(Recorded data)

* * *

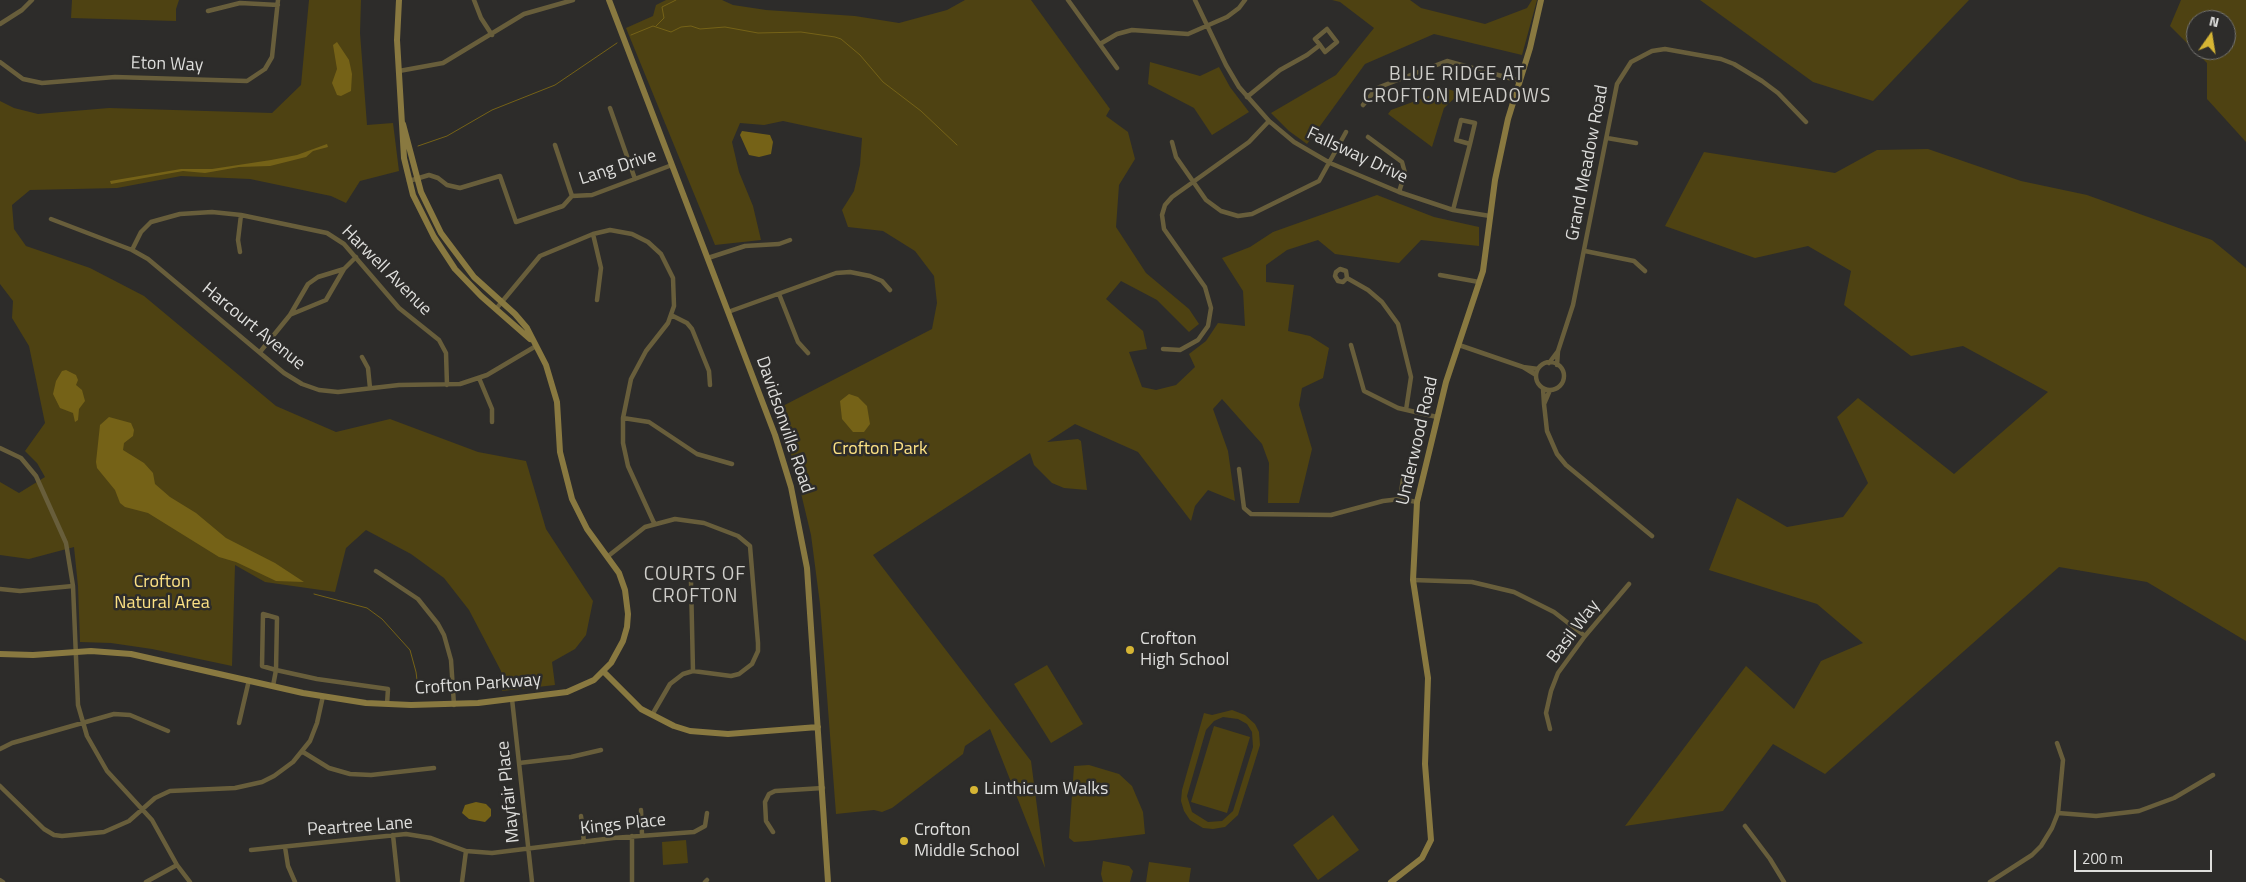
<!DOCTYPE html>
<html>
<head>
<meta charset="utf-8">
<style>
	body { margin:0 }
	#map { position:relative; width:2246px; height:882px; overflow:hidden; background:#2d2c2a; font-family:"Titillium Web",sans-serif }
	canvas { display:block }
	.north { position:absolute; left:2186px; top:10px; width:50px; height:50px; box-sizing:border-box; background:#2d2c2a; border:1px solid #747371; border-radius:50%; rotate:13deg; font-size:14px; font-weight:700; line-height:20px; text-align:center; color:#dededc }
	.north::after { content:''; display:block; margin:auto; width:18px; height:22px; background:#d6b534; clip-path:polygon(50% 0,100% 100%,50% 72%,0 100%) }
	.scale { position:absolute; left:2074px; top:850px; width:138px; height:22px; box-sizing:border-box; border:2px solid #dededc; border-top:0; padding-left:6px; font-size:15px; line-height:18px; white-space:nowrap; color:#dededc; -webkit-text-stroke:4px #2d2c2a; paint-order:stroke }
</style>
</head>
<body>
<div id="map">
<canvas width="2246" height="882"></canvas>
<div class="north">N</div>
<div class="scale">200 m</div>
</div>
<script>
const ctx = document.querySelector('canvas').getContext('2d');
ctx.lineJoin = 'round';
function paint(path, color) {
  ctx.fillStyle = color;
  ctx.fill(path, 'evenodd');
}
function poly(rows) {
  const path = new Path2D();
  for (const r of rows) {
    if (r.length === 3) {
      path.moveTo(r[0] + r[2], r[1]);
      path.arc(r[0], r[1], r[2], 0, 2 * Math.PI);
      continue;
    }
    path.moveTo(r[0], r[1]);
    for (let i = 2; i < r.length; i += 2) path.lineTo(r[i], r[i + 1]);
  }
  return path;
}
function trace(path, color, width, dash) {
  ctx.strokeStyle = color;
  ctx.lineWidth = width;
  ctx.lineCap = dash ? 'butt' : 'round';
  ctx.setLineDash(dash || []);
  ctx.stroke(path);
}
function label(font, color, halo, rows, align = 'center') {
  ctx.font = font + ' "Titillium Web",sans-serif';
  ctx.lineWidth = 5;
  ctx.setLineDash([]);
  ctx.textBaseline = 'middle';
  ctx.strokeStyle = halo;
  ctx.fillStyle = color;
  for (const [text, x, y, turn = 0] of rows) {
    ctx.save();
    ctx.translate(x, y);
    ctx.rotate((+turn || 0) * Math.PI / 180);
    ctx.textAlign = isNaN(turn) ? turn : align;
    if (halo) ctx.strokeText(text, 0, 0);
    ctx.fillText(text, 0, 0);
    ctx.restore();
  }
}
paint(poly([
	[72,0,179,0,176,9,176,21,71,18],
	[309,0,361,0,360,33,367,125,393,123,399,171,360,181,346,203,331,196,250,179,181,176,117,188,30,190,12,205,14,229,26,246,90,268,144,296,276,406,336,432,390,419,478,452,526,461,546,529,593,601,586,635,575,649,552,662,555,685,502,691,501,671,469,610,444,578,411,554,366,530,346,548,335,592,265,582,235,565,232,666,152,649,111,643,80,642,78,586,74,547,29,559,0,555,0,482,19,493,45,477,37,463,25,451,45,423,29,346,12,318,13,301,0,284,0,101,14,108,38,114,109,108,272,113,301,85],
	[666,0,722,0,733,5,766,10,855,16,899,23,947,10,965,0,1031,0,1110,109,1106,116,1128,132,1135,159,1119,185,1116,227,1146,273,1189,309,1199,324,1189,332,1157,300,1121,281,1106,299,1143,331,1147,349,1129,352,1142,387,1156,390,1176,385,1195,367,1189,354,1206,341,1218,323,1245,326,1243,291,1222,258,1250,247,1273,232,1377,195,1434,217,1479,227,1479,246,1421,240,1399,263,1335,254,1318,240,1287,250,1266,265,1266,282,1294,285,1288,331,1310,336,1329,348,1323,378,1302,388,1299,405,1312,449,1299,503,1268,503,1269,463,1262,444,1222,399,1213,409,1228,451,1235,501,1208,490,1195,506,1191,521,1138,452,1075,424,1047,442,1078,439,1081,441,1087,490,1064,488,1052,483,1034,465,1030,453,873,555,1031,761,1045,868,990,729,965,746,963,754,892,808,882,812,874,810,836,814,820,604,811,535,793,460,775,410,932,329,937,303,934,276,915,251,883,231,848,227,842,210,854,191,860,165,862,138,783,121,764,125,740,123,732,142,739,172,753,206,761,240,715,245,626,28,653,16,656,5],
	[1332,0,1410,0,1421,8,1485,24,1527,8,1532,0,1537,0,1522,55,1434,34,1365,64,1307,144,1289,131,1271,113,1336,75,1374,28,1340,2],
	[1700,0,1969,0,1873,101,1813,82],
	[2181,0,2246,0,2246,142,2207,99,2207,63,2170,26],
	[2196,20,2226,20,2226,50,2196,50],
	[1150,62,1200,76,1219,67,1230,87,1249,112,1212,135,1194,108,1148,84],
	[1448,89,1460,93,1444,108,1432,147,1388,114,1391,110],
	[1928,149,2021,181,2087,195,2212,240,2246,268,2246,641,2147,582,2059,567,1825,774,1773,744,1723,811,1625,826,1746,666,1794,709,1821,661,1863,643,1817,604,1709,570,1737,498,1787,527,1843,517,1868,483,1837,417,1858,398,1954,474,2048,392,1963,346,1911,356,1844,305,1851,271,1808,246,1755,258,1665,226,1704,152,1835,173,1877,150],
	[1047,665,1083,724,1051,743,1014,684],
	[1232,710,1245,715,1255,724,1259,732,1260,745,1238,815,1225,827,1213,829,1203,828,1190,820,1184,811,1181,801,1182,790,1204,713,1212,715],
	[1223,717,1238,719,1247,724,1252,732,1253,747,1233,811,1222,821,1208,822,1192,812,1187,796,1206,730,1214,721],
	[1214,726,1250,737,1227,813,1191,802],
	[1089,765,1119,774,1132,786,1143,812,1145,834,1088,841,1074,842,1069,838,1074,766],
	[1333,815,1359,850,1318,880,1293,845],
	[686,840,688,863,663,865,662,842],
	[1103,861,1129,866,1133,871,1130,882,1103,882,1101,874],
	[1149,862,1191,868,1189,882,1146,882]
]), '#4e4212');
paint(poly([
	[337,42,349,60,352,74,351,91,341,96,337,95,332,83,337,69,333,45],
	[742,131,770,135,773,142,771,154,759,157,749,155,740,135],
	[327,144,328,147,313,151,306,157,270,166,239,167,205,173,183,171,111,184,110,181,181,169,212,169,271,160,297,155],
	[66,370,76,375,78,380,76,385,82,390,85,401,79,409,78,420,75,422,73,413,60,408,53,394,56,381,62,371],
	[849,394,858,397,867,406,870,424,864,432,853,432,842,419,840,401],
	[109,417,131,423,134,430,133,436,124,443,123,450,144,463,153,473,155,484,170,497,196,513,226,538,275,563,304,582,276,581,236,562,219,557,148,513,125,507,120,503,115,490,97,468,96,462,100,425],
	[476,802,486,804,491,809,491,816,485,822,469,819,462,813,465,805]
]), '#756217');
trace(poly([
	[656,26,664,18,662,7,676,0],
	[631,35,653,26,671,32,681,27,691,26,700,29,725,27,758,33,801,32,835,37,841,39,860,55,883,82,921,111,957,145],
	[418,146,447,136,492,110,555,85,617,43],
	[314,594,367,608,382,619,410,650,416,672,418,688]
]), '#756217', 1);
trace(poly([
	[474,0,481,18,492,35],
	[1068,0,1117,68],
	[1195,0,1226,65,1239,87,1269,121,1294,142,1330,163,1399,192,1453,210,1490,216],
	[208,11,240,3,278,5],
	[0,24,22,10,32,0],
	[1100,44,1117,34,1132,30,1188,34,1227,17,1239,8,1245,0],
	[0,62,23,79,42,83,115,77,247,81,265,69,272,57,278,0],
	[399,71,443,63,524,14,573,0],
	[1247,97,1280,70,1307,55,1320,45,1325,52,1337,42,1327,29,1315,39,1320,45],
	[1363,105,1377,88,1447,61,1520,81],
	[610,108,635,179],
	[1368,137,1402,162,1405,173,1399,192],
	[1607,138,1636,143],
	[1172,142,1176,157,1206,200,1221,211,1238,216,1252,214,1319,181,1346,132],
	[555,145,572,196],
	[409,181,429,175,438,178,447,185,460,188,500,176,516,222,563,206,572,196,592,195,672,165],
	[1453,210,1470,144,1456,140,1461,120,1475,123,1470,144],
	[51,219,132,250,148,259,284,373,302,384,319,390,338,392,399,385,460,384,487,375,536,346],
	[593,234,601,268,597,300],
	[132,250,141,232,151,222,180,214,212,212,241,215,327,233,344,244,399,308,439,340,446,353,447,385],
	[1585,251,1634,261,1645,271],
	[240,252,238,240,241,215],
	[708,258,745,246,779,244,790,240],
	[1440,275,1479,282],
	[1347,278,1343,282,1338,281,1335,276,1336,272,1340,269,1346,271,1347,278,1368,290,1382,302,1398,324,1411,377,1406,410],
	[779,294,798,342,808,353],
	[496,309,540,256,593,234,610,230,632,234,648,242,661,254,673,278,674,306,668,323,646,351,631,379,623,418,623,443,628,466,654,523],
	[728,312,836,273,850,272,870,276,882,281,890,290],
	[292,314,326,300,344,269,356,257],
	[671,315,687,323,692,329,709,371,710,385],
	[1351,345,1364,391,1398,408,1437,417],
	[1459,345,1523,367],
	[1163,349,1180,350,1198,340,1208,326,1211,308,1205,287,1164,229,1162,215,1165,205,1172,197,1249,142,1269,121],
	[1558,351,1573,305,1617,84,1631,62,1652,51,1665,49,1721,59,1734,64,1762,81,1778,93,1806,122],
	[260,352,290,315,308,284,318,277,344,269],
	[362,357,368,368,370,388],
	[1550,376,14],
	[1549,363,1558,351,1557,365],
	[1536,375,1523,367,1538,369],
	[479,378,492,409,492,422],
	[1543,388,1544,404,1550,390],
	[1544,404,1547,431,1557,454,1566,465,1652,536],
	[623,418,649,422,697,454,732,464],
	[0,448,21,458,36,476,66,543,73,586,78,705,87,736,107,771,152,820,177,865,190,882],
	[1239,469,1244,508,1251,514,1331,515,1383,501,1400,499,1417,502],
	[1400,499,1403,479],
	[607,557,645,527,675,519,704,523,738,536,750,546,758,643,758,651,752,664,739,674,731,676,693,671,683,674,670,684,652,715],
	[376,571,418,599,438,624,444,635,451,660,454,705],
	[1413,580,1472,582,1514,592,1554,612,1585,636],
	[691,582,693,671],
	[0,589,20,591,73,586],
	[273,686,276,670,277,618,263,614,262,666,276,670,317,679,388,689,387,704],
	[512,699,532,882],
	[239,723,249,680],
	[1550,729,1546,713,1551,691,1558,673,1585,636,1629,584],
	[0,749,12,743,114,714,130,715,168,731],
	[303,752,329,768,350,774,371,775,434,768],
	[519,763,571,757,601,750],
	[0,786,44,829,54,835,62,836,104,832,129,821,155,798,170,791,235,788,262,782,274,776,293,762,310,741,317,723,323,696],
	[641,810,642,835],
	[2058,813,2096,816,2139,811,2174,798,2213,775],
	[581,816,584,842],
	[1745,826,1770,859,1784,882],
	[773,832,766,821,765,802,769,794,775,791,823,788],
	[393,835,398,882],
	[632,836,632,882],
	[285,847,288,866,295,882],
	[251,850,406,834,431,838,466,851,492,853,613,838,694,832,705,826,707,813],
	[0,880,3,882],
	[146,882,177,865],
	[462,882,466,851],
	[705,882,707,880],
	[1990,882,2032,855,2041,846,2052,828,2058,813,2063,760,2057,743]
]), '#685e3b', 4.5);
trace(poly([
	[399,0,397,40,404,158,413,195,434,237,455,269,481,296,530,339],
	[609,0,775,435,791,487,807,568,828,882],
	[0,654,33,655,91,651,131,654,303,693,366,703,411,705,478,703,567,692,594,680,611,663,623,641,627,627,628,614,625,590,619,573,587,529,572,499,560,452,557,402,546,365,527,328,515,314,474,277,441,233,421,192,403,124],
	[604,672,641,709,674,726,690,731,728,734,818,727],
	[1391,882,1422,858,1431,840,1425,764,1428,678,1413,580,1417,502,1446,382,1483,271,1495,180,1508,119,1530,48,1541,0]
]), '#897940', 6);
for (const [x, y, r, color] of [
	[1130,650,5,"#d6b534"],
	[974,790,5,"#d6b534"],
	[904,841,5,"#d6b534"]
]) {
  const dot = new Path2D();
  dot.arc(x, y, r, 0, 2 * Math.PI);
  ctx.fillStyle = color;
  ctx.fill(dot);
  trace(dot, '#2d2c2a', 2);
}
label('18px', '#dededc', '#2d2c2a', [
	["Eton Way",167,65,2],
	["Fallsway Drive",1357,156,25],
	["Grand Meadow Road",1588,163,-79],
	["Lang Drive",618,168,-18],
	["Harwell Avenue",386,271,45],
	["Harcourt Avenue",253,327,39],
	["Davidsonville Road",784,425,71],
	["Underwood Road",1418,441,-77],
	["Basil Way",1574,632,-53],
	["Crofton Parkway",478,685,-4],
	["Mayfair Place",509,792,-96],
	["Kings Place",623,825,-6],
	["Peartree Lane",360,827,-4]
]);
label('18px', '#fce184', '#2d2c2a', [
	["Crofton Park",880,450],
	["Crofton",162,583],
	["Natural Area",162,604]
]);
label('18px', '#dededc', '#2d2c2a', [
	["Crofton",1140,640],
	["High School",1140,661],
	["Linthicum Walks",984,790],
	["Crofton",914,831],
	["Middle School",914,852]
], 'left');
ctx.letterSpacing = '1px';
label('19px', '#cfceca', '#2d2c2a', [
	["BLUE RIDGE AT",1457,75],
	["CROFTON MEADOWS",1457,97],
	["COURTS OF",695,575],
	["CROFTON",695,597]
]);
ctx.letterSpacing = '0px';
</script>
</body>
</html>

* * *

Task: Show all lines above holding the word "border".

Reply:
	.north { position:absolute; left:2186px; top:10px; width:50px; height:50px; box-sizing:border-box; background:#2d2c2a; border:1px solid #747371; border-radius:50%; rotate:13deg; font-size:14px; font-weight:700; line-height:20px; text-align:center; color:#dededc }
	.scale { position:absolute; left:2074px; top:850px; width:138px; height:22px; box-sizing:border-box; border:2px solid #dededc; border-top:0; padding-left:6px; font-size:15px; line-height:18px; white-space:nowrap; color:#dededc; -webkit-text-stroke:4px #2d2c2a; paint-order:stroke }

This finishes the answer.